_WORK INSTRUCTIONS_: Exclude the pictures, then restate exactly each line of the data below from the first through the line containing "Give me a JSON".

[Data excerpts]
============================================================
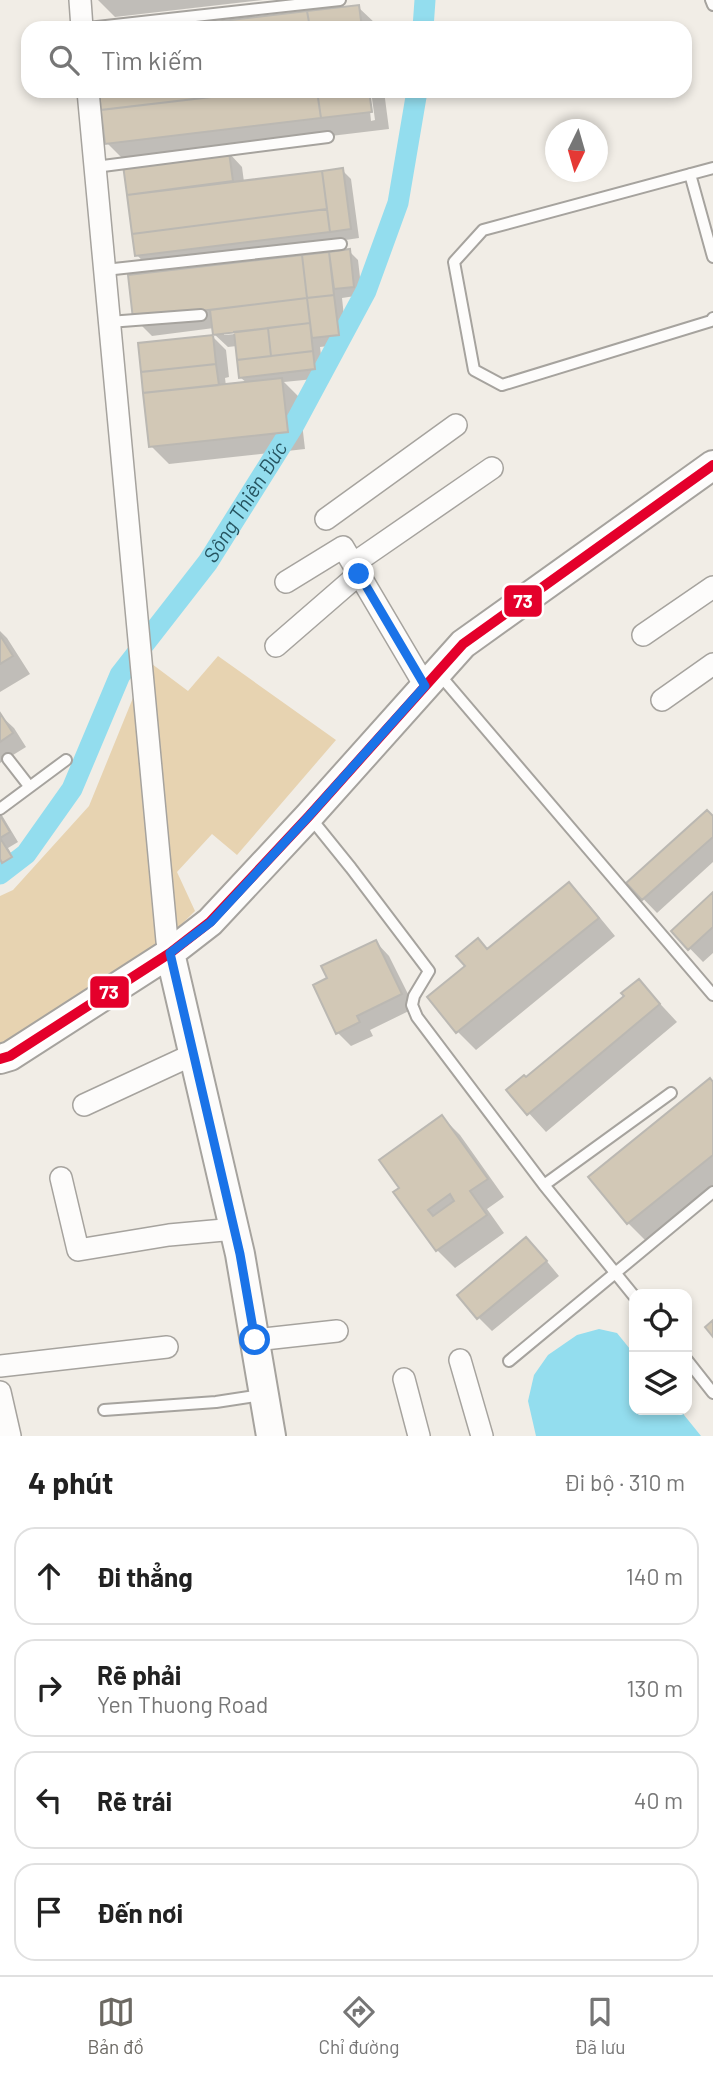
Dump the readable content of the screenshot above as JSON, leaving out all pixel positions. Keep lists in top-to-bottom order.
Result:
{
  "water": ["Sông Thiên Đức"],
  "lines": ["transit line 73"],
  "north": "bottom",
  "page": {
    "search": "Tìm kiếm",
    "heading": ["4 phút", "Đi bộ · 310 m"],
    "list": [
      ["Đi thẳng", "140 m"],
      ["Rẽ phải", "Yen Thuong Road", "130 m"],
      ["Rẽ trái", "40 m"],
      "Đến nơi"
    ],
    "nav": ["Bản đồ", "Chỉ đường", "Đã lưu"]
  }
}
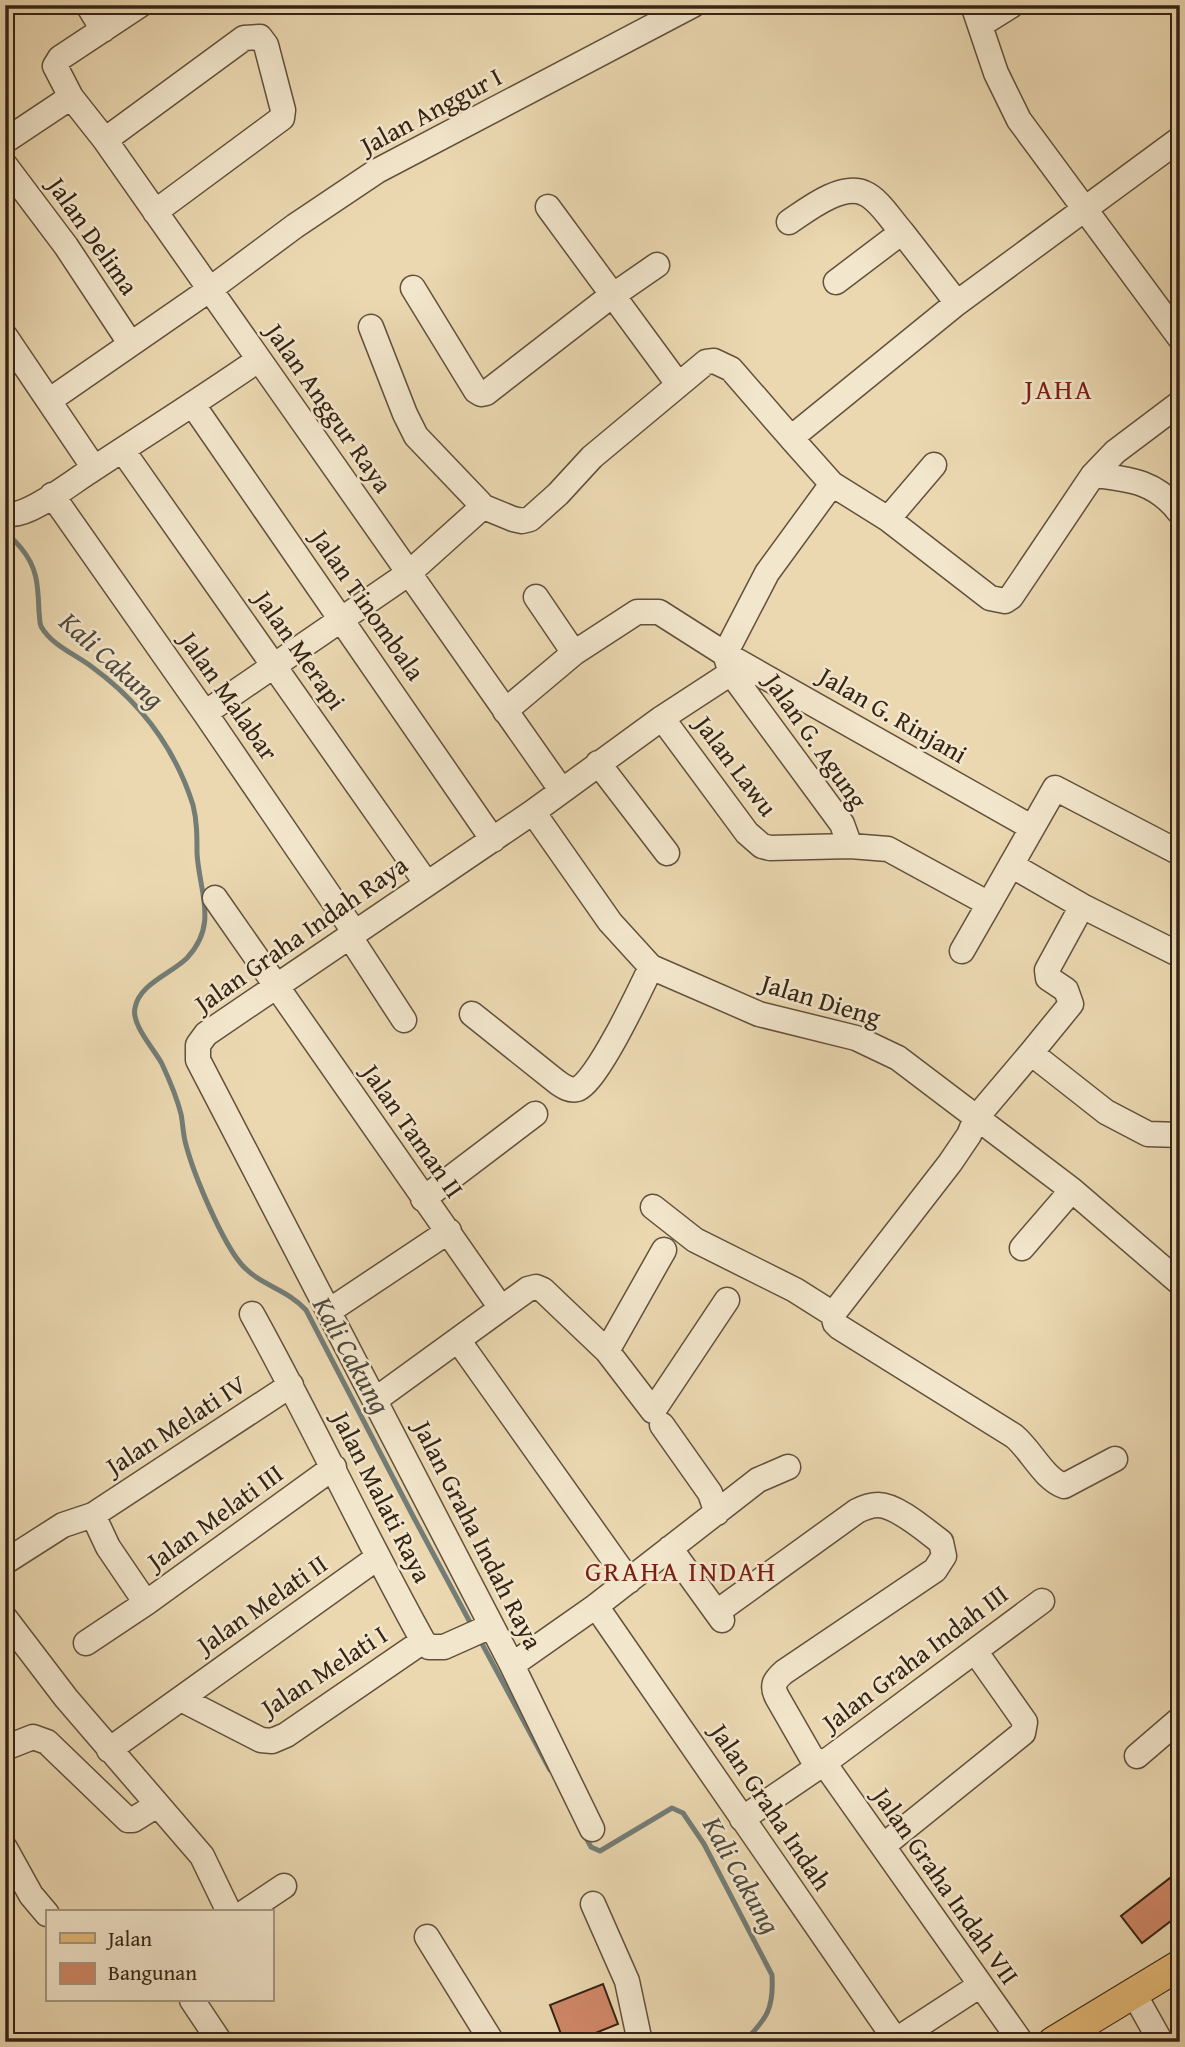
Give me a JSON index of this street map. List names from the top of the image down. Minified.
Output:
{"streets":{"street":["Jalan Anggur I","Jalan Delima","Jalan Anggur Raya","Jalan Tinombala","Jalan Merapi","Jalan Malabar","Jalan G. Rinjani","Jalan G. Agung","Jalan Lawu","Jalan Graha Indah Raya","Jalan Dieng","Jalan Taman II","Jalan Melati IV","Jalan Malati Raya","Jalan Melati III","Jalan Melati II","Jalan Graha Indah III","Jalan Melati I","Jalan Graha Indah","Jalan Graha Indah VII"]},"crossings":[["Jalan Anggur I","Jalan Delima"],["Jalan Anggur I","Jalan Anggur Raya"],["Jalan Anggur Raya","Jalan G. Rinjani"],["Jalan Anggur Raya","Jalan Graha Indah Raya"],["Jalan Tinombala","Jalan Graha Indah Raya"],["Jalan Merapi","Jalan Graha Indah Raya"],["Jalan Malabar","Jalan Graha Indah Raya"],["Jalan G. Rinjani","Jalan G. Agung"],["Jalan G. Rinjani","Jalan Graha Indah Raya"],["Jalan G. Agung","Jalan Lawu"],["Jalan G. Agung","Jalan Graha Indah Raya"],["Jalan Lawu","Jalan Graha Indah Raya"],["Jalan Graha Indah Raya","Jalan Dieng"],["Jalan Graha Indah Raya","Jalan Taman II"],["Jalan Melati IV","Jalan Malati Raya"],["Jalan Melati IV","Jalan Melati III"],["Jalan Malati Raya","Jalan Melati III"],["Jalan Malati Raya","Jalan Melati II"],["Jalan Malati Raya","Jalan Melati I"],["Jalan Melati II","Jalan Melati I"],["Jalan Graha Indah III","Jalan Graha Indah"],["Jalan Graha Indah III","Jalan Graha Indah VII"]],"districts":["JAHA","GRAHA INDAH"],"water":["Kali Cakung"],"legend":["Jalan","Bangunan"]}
============================================================
_ANSWER TO THE EXERCISE_:
Dump the readable content of the screenshot above as JSON, leaving out all pixel positions. Keep lists in top-to-bottom order.
Result:
{
  "water": ["Sông Thiên Đức"],
  "lines": ["transit line 73"],
  "north": "bottom",
  "page": {
    "search": "Tìm kiếm",
    "heading": ["4 phút", "Đi bộ · 310 m"],
    "list": [
      ["Đi thẳng", "140 m"],
      ["Rẽ phải", "Yen Thuong Road", "130 m"],
      ["Rẽ trái", "40 m"],
      "Đến nơi"
    ],
    "nav": ["Bản đồ", "Chỉ đường", "Đã lưu"]
  }
}
Give me a JSON index of this street map. List names from the top of the image down. Minified.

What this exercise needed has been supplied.